Once I had escaped all the unnecessary things that distracted me from creativity, I began to study Photoshop. It was 2007. At first, I was tormented by the mouse when trying to experiment with different brushes. I studied how it worked.
In 2010, I managed to get a graphic tablet Wacom Intuos4 L which greatly simplified my life in Photoshop. It’s now ten years old and starting to fail on me.
Because I am an introvert and not particularly interested in my outside world – I began to looking for creative personalities and models on Instagram.
Over these ten years, I have accumulated a lot of digital content. This is the result of my experiments in Photoshop and Corel Painter. I’ve also tried a couple of other applications but found them to be rather redundant.
In 2017 I got on the Internet and Instagram, which allowed me to draw with great speed.
I began to post my earlier work that had accumulated over the years, but quickly realized that very few people were actually interested in it. So, I began to mark people in publications.
I started looking for inspiration mainly in Italy. I’m not really interested in architecture and hyperrealism but prefer to focus on people’s faces. I started drawing notable ones like @yanasinner. I found myself interested in proportions and unique facial features.
In 2018 I came across a girl’s face that became my muse. I didn’t immediately understand it, but over time I realized that her portraits had inspired me more than anything else. I found perfection in her facial features, and I wanted to replicate this in my work. I just drew. Looking back, it was the most inspiring, emotional and creative state I’ve ever been in. I began to paint. It gave me a sense of aesthetic pleasure, as all the strokes and brush prints became harmonious on the canvas.
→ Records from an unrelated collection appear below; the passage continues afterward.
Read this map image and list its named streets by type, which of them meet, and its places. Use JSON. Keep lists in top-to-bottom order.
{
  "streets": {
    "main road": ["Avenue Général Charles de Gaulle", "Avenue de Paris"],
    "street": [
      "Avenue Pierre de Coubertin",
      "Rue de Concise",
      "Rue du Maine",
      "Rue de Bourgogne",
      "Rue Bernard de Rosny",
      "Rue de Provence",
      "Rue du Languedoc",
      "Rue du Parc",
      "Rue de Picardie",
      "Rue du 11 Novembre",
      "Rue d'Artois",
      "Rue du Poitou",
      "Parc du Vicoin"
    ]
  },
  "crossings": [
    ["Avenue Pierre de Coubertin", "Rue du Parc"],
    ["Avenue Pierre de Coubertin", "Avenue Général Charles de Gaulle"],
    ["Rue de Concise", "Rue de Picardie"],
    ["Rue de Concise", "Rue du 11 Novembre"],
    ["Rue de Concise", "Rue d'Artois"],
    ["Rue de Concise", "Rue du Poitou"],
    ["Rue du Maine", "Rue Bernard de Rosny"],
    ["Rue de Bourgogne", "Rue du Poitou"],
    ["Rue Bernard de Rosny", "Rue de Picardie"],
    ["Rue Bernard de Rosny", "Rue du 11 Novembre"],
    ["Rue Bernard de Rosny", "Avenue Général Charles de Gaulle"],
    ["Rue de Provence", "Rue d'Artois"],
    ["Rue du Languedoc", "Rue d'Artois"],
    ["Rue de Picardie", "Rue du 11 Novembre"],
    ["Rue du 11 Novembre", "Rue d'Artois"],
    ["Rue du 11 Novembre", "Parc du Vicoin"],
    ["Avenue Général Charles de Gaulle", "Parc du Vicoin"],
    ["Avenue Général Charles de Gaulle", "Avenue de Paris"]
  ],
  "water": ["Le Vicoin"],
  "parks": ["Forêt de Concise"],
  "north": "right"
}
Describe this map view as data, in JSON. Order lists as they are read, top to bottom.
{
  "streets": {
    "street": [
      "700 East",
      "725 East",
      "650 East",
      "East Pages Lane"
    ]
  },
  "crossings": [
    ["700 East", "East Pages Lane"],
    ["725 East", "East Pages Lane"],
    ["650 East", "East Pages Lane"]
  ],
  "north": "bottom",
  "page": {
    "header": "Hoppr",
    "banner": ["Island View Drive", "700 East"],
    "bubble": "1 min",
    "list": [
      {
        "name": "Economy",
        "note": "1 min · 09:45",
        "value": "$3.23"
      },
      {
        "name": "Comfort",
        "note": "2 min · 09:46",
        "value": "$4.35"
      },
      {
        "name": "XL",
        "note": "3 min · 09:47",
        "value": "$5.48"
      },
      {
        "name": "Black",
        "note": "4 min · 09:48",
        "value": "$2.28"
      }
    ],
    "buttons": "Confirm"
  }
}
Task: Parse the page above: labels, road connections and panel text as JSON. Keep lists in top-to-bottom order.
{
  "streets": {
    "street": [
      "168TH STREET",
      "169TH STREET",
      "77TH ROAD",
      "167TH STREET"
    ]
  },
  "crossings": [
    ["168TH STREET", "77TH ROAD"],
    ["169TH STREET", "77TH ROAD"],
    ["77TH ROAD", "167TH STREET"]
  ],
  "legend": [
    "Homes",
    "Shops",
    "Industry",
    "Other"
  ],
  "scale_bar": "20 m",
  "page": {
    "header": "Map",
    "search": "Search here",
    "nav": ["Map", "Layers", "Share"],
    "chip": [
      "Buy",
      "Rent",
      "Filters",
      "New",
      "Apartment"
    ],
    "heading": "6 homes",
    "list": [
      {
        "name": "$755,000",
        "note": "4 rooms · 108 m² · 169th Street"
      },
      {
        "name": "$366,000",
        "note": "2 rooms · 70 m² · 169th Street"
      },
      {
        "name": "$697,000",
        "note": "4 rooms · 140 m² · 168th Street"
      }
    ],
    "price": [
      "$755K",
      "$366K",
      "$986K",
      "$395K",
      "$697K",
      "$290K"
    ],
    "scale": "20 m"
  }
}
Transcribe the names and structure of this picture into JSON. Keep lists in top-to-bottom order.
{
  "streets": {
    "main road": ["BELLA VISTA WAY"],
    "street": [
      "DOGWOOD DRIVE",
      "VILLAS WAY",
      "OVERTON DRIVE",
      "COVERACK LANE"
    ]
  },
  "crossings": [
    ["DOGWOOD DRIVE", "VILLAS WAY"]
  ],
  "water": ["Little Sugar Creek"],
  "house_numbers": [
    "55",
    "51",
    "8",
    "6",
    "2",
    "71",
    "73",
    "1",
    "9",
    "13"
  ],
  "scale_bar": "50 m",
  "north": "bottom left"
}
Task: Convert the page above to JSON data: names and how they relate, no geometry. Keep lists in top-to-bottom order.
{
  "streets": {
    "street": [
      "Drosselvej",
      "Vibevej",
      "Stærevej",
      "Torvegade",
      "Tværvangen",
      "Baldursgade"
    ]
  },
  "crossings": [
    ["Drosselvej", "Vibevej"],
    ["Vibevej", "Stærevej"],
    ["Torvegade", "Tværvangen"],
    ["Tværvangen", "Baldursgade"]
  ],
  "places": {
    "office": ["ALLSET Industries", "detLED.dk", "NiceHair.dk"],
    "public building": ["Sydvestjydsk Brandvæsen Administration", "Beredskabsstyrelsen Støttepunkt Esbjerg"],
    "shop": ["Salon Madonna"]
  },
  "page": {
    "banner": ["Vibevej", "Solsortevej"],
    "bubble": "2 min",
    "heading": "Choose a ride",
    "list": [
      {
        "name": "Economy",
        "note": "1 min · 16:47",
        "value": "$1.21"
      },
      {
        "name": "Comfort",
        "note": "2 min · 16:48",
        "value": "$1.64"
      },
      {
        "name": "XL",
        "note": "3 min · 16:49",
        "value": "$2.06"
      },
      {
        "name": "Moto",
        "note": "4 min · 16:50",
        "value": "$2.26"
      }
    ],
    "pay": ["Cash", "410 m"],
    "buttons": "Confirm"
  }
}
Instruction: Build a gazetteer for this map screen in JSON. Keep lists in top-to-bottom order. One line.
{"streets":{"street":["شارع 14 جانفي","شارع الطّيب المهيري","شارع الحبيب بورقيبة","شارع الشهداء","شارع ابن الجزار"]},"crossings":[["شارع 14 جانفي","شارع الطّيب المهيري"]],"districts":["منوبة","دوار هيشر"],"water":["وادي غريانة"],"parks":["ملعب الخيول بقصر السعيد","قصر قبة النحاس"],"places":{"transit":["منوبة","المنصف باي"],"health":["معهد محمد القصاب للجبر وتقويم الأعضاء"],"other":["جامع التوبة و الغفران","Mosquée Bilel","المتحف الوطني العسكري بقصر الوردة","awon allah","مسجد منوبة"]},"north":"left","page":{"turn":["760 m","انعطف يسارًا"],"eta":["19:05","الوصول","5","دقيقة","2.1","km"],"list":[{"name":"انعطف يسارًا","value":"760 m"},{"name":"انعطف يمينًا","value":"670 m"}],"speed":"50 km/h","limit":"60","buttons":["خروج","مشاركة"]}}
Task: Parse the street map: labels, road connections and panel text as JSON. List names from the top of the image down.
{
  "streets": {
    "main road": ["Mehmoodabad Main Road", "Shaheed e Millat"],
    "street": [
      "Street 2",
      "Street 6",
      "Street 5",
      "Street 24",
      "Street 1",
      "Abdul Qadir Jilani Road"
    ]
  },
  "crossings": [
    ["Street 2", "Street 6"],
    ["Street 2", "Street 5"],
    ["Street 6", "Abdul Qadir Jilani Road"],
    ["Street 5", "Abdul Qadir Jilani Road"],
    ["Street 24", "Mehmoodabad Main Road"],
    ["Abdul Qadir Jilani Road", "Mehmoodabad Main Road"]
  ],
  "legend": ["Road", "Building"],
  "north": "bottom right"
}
Although, this is not always the case. In essence, drawing is about fixing errors until the desired result is achieved. Digital art allows you to save a drawing at different stages, so as a result, you’re provided with several versions of one picture. A crucial part of my creative process is choosing the best version each and every time.
I think creativity is an attempt to find perfection in an imperfect world.
Although it might sound absurd, I agree. Often, the final versions of my drawings are completely different to what I had originally planned.
I have no vision of the future, only illusions. That might be because I’m a little too hyper focused and passionate about my work at the moment. I’m mainly focused on creating content and correcting details in my drawings.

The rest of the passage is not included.